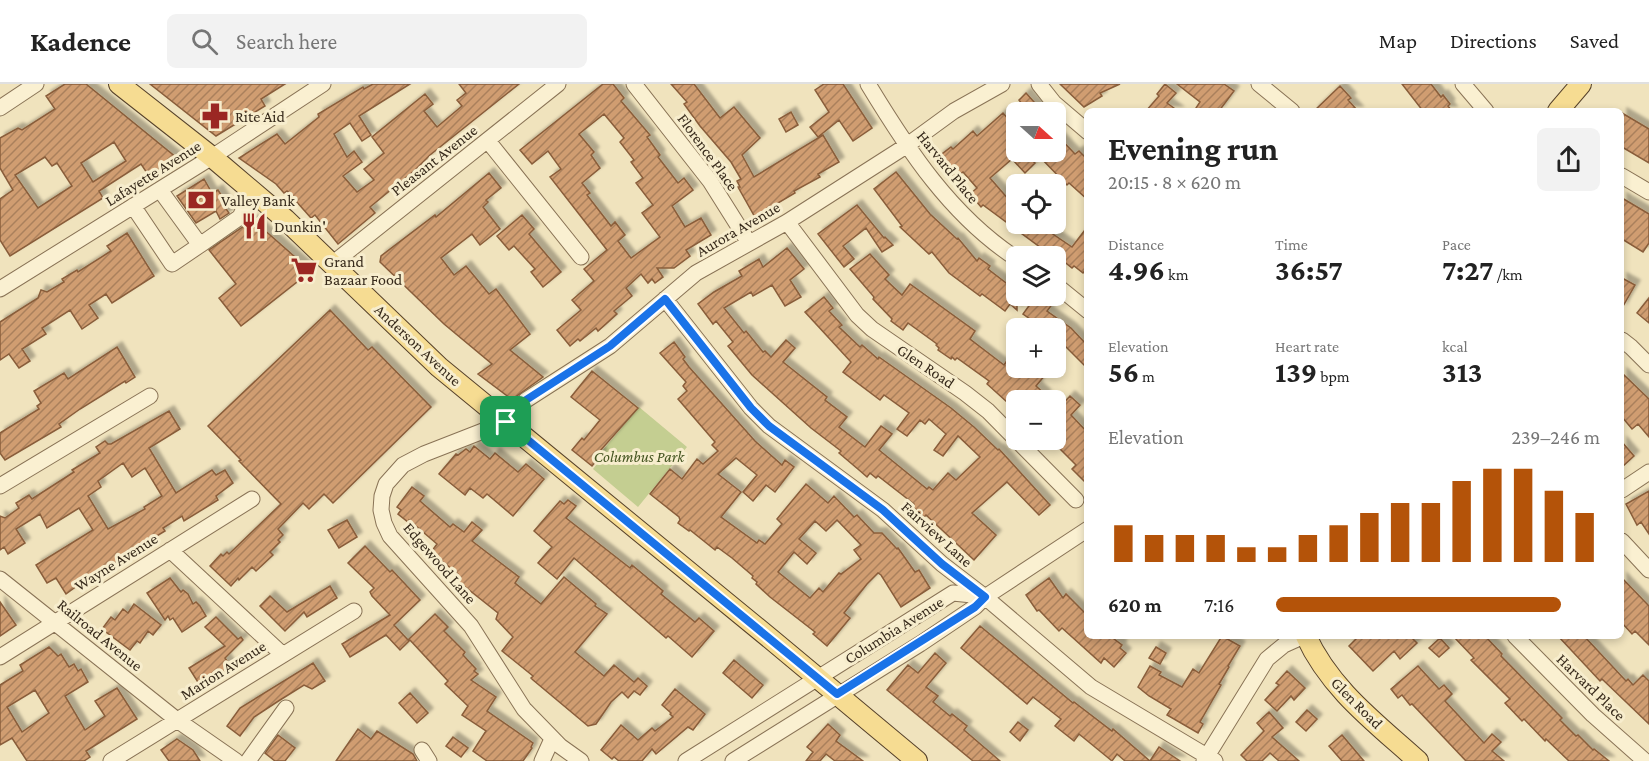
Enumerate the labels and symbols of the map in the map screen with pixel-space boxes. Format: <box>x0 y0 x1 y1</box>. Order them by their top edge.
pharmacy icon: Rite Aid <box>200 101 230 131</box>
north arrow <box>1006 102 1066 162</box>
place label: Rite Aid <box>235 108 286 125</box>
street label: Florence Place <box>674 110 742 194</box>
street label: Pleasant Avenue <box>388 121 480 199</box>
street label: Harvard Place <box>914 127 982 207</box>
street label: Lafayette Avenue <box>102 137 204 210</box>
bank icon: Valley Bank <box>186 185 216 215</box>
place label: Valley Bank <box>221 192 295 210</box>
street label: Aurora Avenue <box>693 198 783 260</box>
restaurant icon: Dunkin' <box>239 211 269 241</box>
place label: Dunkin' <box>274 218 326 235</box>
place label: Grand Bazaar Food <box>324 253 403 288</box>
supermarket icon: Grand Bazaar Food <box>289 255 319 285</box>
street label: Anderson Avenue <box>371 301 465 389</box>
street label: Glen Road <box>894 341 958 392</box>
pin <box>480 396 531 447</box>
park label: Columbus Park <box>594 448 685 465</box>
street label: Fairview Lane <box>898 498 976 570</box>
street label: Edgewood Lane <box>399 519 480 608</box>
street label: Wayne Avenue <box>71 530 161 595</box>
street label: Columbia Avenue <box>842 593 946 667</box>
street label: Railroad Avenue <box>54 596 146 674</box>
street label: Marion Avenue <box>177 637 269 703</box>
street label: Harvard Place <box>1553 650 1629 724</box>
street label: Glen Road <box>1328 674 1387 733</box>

•••••

Would you please transcribe the listing in full, exactly, while omitting the images?

◆ Task result:
Enumerate the labels and symbols of the map in the map screen with pixel-space boxes. Format: <box>x0 y0 x1 y1</box>. Order them by their top edge.
pharmacy icon: Rite Aid <box>200 101 230 131</box>
north arrow <box>1006 102 1066 162</box>
place label: Rite Aid <box>235 108 286 125</box>
street label: Florence Place <box>674 110 742 194</box>
street label: Pleasant Avenue <box>388 121 480 199</box>
street label: Harvard Place <box>914 127 982 207</box>
street label: Lafayette Avenue <box>102 137 204 210</box>
bank icon: Valley Bank <box>186 185 216 215</box>
place label: Valley Bank <box>221 192 295 210</box>
street label: Aurora Avenue <box>693 198 783 260</box>
restaurant icon: Dunkin' <box>239 211 269 241</box>
place label: Dunkin' <box>274 218 326 235</box>
place label: Grand Bazaar Food <box>324 253 403 288</box>
supermarket icon: Grand Bazaar Food <box>289 255 319 285</box>
street label: Anderson Avenue <box>371 301 465 389</box>
street label: Glen Road <box>894 341 958 392</box>
pin <box>480 396 531 447</box>
park label: Columbus Park <box>594 448 685 465</box>
street label: Fairview Lane <box>898 498 976 570</box>
street label: Edgewood Lane <box>399 519 480 608</box>
street label: Wayne Avenue <box>71 530 161 595</box>
street label: Columbia Avenue <box>842 593 946 667</box>
street label: Railroad Avenue <box>54 596 146 674</box>
street label: Marion Avenue <box>177 637 269 703</box>
street label: Harvard Place <box>1553 650 1629 724</box>
street label: Glen Road <box>1328 674 1387 733</box>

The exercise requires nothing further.